◆ TASK STATEMENT: Until the line containing "0 #8c7855) drop-shadow(-2px" has been reproduced, keep reproducing each line of the material below exactly, starting with the first.
***** RECORDS SHOWN
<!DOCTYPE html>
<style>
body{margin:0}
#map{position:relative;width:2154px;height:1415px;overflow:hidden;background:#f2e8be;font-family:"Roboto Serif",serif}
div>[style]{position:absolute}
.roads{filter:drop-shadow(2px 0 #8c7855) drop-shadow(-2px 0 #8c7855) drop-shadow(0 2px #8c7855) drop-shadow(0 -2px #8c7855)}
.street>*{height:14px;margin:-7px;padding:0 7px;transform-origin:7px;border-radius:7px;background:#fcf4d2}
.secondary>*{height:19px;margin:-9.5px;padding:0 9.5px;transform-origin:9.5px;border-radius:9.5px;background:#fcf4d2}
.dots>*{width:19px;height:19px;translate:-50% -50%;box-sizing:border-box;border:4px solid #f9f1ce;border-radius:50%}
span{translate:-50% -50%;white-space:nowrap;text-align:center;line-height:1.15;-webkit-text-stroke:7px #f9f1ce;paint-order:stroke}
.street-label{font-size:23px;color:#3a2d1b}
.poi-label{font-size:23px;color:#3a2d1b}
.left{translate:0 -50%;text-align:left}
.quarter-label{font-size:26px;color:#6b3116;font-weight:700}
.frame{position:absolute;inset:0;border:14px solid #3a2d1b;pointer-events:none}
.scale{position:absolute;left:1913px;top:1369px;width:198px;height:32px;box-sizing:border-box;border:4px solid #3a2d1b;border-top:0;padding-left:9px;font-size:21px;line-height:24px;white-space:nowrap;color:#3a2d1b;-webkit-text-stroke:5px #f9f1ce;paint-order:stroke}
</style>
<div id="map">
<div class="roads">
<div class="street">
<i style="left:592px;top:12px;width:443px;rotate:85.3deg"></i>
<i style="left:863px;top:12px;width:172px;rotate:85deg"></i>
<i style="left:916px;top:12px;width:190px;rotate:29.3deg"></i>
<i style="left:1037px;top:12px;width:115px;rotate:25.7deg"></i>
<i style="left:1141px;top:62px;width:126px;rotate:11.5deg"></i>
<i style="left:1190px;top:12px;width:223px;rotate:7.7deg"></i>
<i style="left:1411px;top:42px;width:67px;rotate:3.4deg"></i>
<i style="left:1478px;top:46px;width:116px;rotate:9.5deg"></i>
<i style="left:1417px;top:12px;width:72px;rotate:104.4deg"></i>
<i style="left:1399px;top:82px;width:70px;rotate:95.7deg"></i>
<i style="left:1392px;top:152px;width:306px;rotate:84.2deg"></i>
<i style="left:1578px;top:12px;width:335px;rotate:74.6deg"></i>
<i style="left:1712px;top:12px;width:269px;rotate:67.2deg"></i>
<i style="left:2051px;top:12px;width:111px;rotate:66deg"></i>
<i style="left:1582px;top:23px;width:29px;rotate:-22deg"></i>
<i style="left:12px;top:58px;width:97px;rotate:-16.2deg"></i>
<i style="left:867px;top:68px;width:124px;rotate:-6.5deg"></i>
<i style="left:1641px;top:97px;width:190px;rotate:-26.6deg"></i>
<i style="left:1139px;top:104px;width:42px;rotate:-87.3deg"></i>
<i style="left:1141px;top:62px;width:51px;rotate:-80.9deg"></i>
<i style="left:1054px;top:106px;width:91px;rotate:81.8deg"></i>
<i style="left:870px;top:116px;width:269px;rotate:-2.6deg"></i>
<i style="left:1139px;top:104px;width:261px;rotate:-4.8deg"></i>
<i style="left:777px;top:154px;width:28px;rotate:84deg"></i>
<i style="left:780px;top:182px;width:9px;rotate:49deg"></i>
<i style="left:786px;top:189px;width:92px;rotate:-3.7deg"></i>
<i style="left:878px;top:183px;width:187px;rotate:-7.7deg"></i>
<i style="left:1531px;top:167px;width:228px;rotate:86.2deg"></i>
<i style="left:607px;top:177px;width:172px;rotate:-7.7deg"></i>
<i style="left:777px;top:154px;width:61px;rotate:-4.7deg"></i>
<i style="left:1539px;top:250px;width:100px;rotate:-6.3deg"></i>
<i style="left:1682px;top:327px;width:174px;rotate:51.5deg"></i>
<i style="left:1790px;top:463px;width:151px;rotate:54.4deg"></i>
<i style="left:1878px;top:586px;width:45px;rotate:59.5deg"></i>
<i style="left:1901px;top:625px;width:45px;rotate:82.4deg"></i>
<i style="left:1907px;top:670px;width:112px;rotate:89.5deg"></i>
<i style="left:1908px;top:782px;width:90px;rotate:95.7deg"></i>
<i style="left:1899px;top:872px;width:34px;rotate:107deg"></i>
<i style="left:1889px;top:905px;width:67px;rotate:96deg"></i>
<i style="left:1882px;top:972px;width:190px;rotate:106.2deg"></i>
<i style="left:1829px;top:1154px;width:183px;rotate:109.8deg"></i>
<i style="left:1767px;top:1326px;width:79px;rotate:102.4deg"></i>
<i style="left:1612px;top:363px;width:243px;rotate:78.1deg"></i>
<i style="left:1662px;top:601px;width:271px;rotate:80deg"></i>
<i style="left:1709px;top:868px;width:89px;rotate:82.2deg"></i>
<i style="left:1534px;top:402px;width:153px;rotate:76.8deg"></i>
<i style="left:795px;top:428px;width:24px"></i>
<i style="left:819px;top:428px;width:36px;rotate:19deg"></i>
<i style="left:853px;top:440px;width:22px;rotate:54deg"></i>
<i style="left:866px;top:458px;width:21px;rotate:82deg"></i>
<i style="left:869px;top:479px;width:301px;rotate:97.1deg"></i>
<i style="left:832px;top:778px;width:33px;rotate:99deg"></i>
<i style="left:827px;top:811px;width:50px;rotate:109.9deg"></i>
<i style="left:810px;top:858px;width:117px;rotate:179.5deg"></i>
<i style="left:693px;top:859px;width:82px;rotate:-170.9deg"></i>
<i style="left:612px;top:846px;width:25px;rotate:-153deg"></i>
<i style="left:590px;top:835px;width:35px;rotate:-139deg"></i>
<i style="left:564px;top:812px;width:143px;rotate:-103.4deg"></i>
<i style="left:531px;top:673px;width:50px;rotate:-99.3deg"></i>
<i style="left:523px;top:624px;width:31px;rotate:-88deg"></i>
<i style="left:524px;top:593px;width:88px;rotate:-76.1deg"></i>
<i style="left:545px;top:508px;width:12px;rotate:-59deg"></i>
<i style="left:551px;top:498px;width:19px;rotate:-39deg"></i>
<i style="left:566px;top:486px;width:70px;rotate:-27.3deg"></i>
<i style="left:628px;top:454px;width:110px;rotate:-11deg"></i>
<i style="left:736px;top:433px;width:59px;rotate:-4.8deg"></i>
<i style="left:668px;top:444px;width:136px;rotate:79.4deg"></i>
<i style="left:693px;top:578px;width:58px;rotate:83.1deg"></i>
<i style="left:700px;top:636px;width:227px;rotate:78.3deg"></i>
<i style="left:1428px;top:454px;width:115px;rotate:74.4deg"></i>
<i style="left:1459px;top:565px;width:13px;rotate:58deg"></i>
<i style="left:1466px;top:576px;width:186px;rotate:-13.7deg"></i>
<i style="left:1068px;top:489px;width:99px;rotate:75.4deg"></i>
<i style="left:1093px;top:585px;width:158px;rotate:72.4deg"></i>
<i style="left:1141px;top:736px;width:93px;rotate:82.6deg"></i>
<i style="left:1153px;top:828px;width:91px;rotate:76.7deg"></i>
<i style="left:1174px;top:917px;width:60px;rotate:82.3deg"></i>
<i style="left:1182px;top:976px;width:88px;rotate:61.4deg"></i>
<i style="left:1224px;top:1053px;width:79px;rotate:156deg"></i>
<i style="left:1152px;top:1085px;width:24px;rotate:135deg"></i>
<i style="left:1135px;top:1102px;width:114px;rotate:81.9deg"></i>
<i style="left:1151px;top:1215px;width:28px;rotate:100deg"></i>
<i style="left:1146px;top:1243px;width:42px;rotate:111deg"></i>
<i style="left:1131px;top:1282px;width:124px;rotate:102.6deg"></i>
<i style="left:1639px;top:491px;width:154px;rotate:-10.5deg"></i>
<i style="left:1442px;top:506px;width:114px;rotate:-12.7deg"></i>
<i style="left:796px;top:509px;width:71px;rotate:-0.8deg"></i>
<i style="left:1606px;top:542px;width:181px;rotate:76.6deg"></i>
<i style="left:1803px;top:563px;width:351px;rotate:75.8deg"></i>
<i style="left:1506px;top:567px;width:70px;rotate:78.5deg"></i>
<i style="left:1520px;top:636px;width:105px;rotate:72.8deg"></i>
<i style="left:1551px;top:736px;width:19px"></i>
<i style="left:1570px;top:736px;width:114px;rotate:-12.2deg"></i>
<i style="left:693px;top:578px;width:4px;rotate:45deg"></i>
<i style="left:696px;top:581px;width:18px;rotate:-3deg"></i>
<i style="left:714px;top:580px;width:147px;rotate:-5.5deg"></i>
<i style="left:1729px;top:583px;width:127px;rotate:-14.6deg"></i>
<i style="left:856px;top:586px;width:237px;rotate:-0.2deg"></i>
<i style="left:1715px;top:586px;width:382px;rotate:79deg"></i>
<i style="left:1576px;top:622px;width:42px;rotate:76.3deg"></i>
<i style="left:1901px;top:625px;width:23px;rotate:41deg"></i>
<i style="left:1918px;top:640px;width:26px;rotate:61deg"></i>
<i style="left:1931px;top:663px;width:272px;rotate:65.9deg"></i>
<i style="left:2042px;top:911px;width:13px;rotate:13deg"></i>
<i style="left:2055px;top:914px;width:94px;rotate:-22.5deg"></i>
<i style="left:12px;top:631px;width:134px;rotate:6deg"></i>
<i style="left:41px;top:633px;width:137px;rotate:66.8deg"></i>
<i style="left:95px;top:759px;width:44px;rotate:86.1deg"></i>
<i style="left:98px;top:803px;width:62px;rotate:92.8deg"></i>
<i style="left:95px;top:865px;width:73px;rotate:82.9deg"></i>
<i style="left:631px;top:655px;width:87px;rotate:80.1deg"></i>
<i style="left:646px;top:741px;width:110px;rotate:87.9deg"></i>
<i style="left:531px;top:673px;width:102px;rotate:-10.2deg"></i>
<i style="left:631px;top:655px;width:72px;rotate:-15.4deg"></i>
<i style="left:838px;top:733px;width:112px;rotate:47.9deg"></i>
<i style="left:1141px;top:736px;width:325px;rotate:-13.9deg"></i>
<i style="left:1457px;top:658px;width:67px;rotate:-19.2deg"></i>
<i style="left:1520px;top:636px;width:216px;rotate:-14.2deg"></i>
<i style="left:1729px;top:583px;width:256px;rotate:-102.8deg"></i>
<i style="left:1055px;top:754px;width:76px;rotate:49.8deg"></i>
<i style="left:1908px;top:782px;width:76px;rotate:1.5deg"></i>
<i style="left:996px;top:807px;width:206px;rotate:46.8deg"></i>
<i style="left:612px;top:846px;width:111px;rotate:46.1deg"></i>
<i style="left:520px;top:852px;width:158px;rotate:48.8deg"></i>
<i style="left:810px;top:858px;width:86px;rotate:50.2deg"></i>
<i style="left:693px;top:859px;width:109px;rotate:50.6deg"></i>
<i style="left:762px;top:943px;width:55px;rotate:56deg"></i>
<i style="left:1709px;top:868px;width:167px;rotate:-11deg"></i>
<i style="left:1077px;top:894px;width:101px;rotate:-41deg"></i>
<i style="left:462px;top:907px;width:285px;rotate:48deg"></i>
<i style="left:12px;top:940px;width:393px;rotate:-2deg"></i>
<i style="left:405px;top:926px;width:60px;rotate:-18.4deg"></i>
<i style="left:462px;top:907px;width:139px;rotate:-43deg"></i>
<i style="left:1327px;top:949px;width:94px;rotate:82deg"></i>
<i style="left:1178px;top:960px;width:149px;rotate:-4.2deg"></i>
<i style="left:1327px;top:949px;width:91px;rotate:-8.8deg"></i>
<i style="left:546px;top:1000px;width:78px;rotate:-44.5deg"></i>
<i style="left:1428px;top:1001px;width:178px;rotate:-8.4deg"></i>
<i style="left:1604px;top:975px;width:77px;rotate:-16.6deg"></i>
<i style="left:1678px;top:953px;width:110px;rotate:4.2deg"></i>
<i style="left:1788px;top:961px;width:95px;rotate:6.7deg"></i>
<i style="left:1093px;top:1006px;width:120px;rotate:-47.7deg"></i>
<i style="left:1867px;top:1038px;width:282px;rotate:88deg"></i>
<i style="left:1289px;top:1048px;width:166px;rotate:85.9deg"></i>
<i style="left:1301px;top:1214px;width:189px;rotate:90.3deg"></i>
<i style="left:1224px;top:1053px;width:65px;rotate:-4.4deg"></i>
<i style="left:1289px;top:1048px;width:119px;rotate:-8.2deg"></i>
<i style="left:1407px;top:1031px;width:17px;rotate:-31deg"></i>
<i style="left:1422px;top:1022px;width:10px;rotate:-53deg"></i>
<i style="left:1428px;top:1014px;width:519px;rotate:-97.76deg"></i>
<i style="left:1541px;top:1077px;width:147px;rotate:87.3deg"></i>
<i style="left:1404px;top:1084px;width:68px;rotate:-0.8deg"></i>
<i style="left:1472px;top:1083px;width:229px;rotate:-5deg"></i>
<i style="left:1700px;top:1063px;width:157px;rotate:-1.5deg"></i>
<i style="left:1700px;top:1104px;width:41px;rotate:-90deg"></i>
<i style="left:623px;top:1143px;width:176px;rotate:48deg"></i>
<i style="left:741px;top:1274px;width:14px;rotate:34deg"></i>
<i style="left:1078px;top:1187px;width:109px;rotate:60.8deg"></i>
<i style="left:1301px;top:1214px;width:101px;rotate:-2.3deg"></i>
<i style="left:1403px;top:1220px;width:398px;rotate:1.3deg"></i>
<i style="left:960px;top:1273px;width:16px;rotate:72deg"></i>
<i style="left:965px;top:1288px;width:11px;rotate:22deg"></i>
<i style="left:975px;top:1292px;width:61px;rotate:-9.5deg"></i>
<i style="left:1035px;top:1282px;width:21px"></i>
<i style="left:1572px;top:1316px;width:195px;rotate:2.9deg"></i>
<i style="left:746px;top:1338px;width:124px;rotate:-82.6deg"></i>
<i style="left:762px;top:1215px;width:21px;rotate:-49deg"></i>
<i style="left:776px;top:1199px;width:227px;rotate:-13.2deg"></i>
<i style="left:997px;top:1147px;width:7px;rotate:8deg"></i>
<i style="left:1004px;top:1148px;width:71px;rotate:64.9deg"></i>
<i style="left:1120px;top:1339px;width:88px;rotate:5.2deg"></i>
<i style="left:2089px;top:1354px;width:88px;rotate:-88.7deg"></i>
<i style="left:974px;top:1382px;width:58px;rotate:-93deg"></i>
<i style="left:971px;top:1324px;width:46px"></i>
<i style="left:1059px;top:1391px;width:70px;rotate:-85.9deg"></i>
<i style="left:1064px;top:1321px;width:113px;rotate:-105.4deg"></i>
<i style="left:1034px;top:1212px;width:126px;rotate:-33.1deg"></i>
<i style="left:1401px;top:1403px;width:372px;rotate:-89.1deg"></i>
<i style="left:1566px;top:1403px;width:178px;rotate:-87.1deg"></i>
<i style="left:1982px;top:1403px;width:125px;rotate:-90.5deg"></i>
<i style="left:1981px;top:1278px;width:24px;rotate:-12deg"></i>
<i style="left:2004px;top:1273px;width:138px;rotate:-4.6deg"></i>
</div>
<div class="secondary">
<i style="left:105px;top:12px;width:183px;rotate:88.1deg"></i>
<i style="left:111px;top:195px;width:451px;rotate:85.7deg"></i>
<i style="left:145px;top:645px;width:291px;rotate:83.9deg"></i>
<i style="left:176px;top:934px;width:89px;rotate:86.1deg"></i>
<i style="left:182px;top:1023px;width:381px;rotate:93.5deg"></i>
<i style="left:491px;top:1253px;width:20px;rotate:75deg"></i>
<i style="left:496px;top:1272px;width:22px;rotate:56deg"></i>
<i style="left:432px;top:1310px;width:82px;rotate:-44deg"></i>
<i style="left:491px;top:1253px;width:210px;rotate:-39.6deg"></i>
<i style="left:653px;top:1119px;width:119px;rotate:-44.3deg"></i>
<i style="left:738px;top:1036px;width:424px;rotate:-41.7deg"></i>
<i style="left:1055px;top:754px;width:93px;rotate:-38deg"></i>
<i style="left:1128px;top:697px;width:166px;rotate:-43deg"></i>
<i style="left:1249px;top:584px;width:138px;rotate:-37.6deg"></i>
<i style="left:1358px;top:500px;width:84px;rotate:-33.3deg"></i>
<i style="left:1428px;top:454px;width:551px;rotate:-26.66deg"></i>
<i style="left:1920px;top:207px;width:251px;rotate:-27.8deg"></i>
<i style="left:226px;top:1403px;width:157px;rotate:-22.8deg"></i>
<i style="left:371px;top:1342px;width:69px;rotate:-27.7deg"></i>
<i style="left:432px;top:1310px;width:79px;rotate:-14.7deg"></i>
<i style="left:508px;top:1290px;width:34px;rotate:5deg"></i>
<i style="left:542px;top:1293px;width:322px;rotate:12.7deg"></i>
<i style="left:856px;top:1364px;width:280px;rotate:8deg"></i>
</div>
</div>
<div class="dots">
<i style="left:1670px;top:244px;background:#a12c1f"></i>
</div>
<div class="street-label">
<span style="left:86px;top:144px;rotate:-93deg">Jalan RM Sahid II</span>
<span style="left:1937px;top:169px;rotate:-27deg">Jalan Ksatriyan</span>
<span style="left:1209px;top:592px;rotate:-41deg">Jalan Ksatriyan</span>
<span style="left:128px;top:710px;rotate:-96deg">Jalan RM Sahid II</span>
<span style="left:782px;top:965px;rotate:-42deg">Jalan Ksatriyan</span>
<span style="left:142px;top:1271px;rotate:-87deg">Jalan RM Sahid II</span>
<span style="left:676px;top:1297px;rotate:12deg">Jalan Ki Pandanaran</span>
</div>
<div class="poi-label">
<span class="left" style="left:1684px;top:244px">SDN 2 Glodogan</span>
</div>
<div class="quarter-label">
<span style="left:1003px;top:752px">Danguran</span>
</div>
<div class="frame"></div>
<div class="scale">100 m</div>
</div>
**********
◆ ANSWER BELOW:
<!DOCTYPE html>
<style>
body{margin:0}
#map{position:relative;width:2154px;height:1415px;overflow:hidden;background:#f2e8be;font-family:"Roboto Serif",serif}
div>[style]{position:absolute}
.roads{filter:drop-shadow(2px 0 #8c7855) drop-shadow(-2px 0 #8c7855) drop-shadow(0 2px #8c7855) drop-shadow(0 -2px #8c7855)}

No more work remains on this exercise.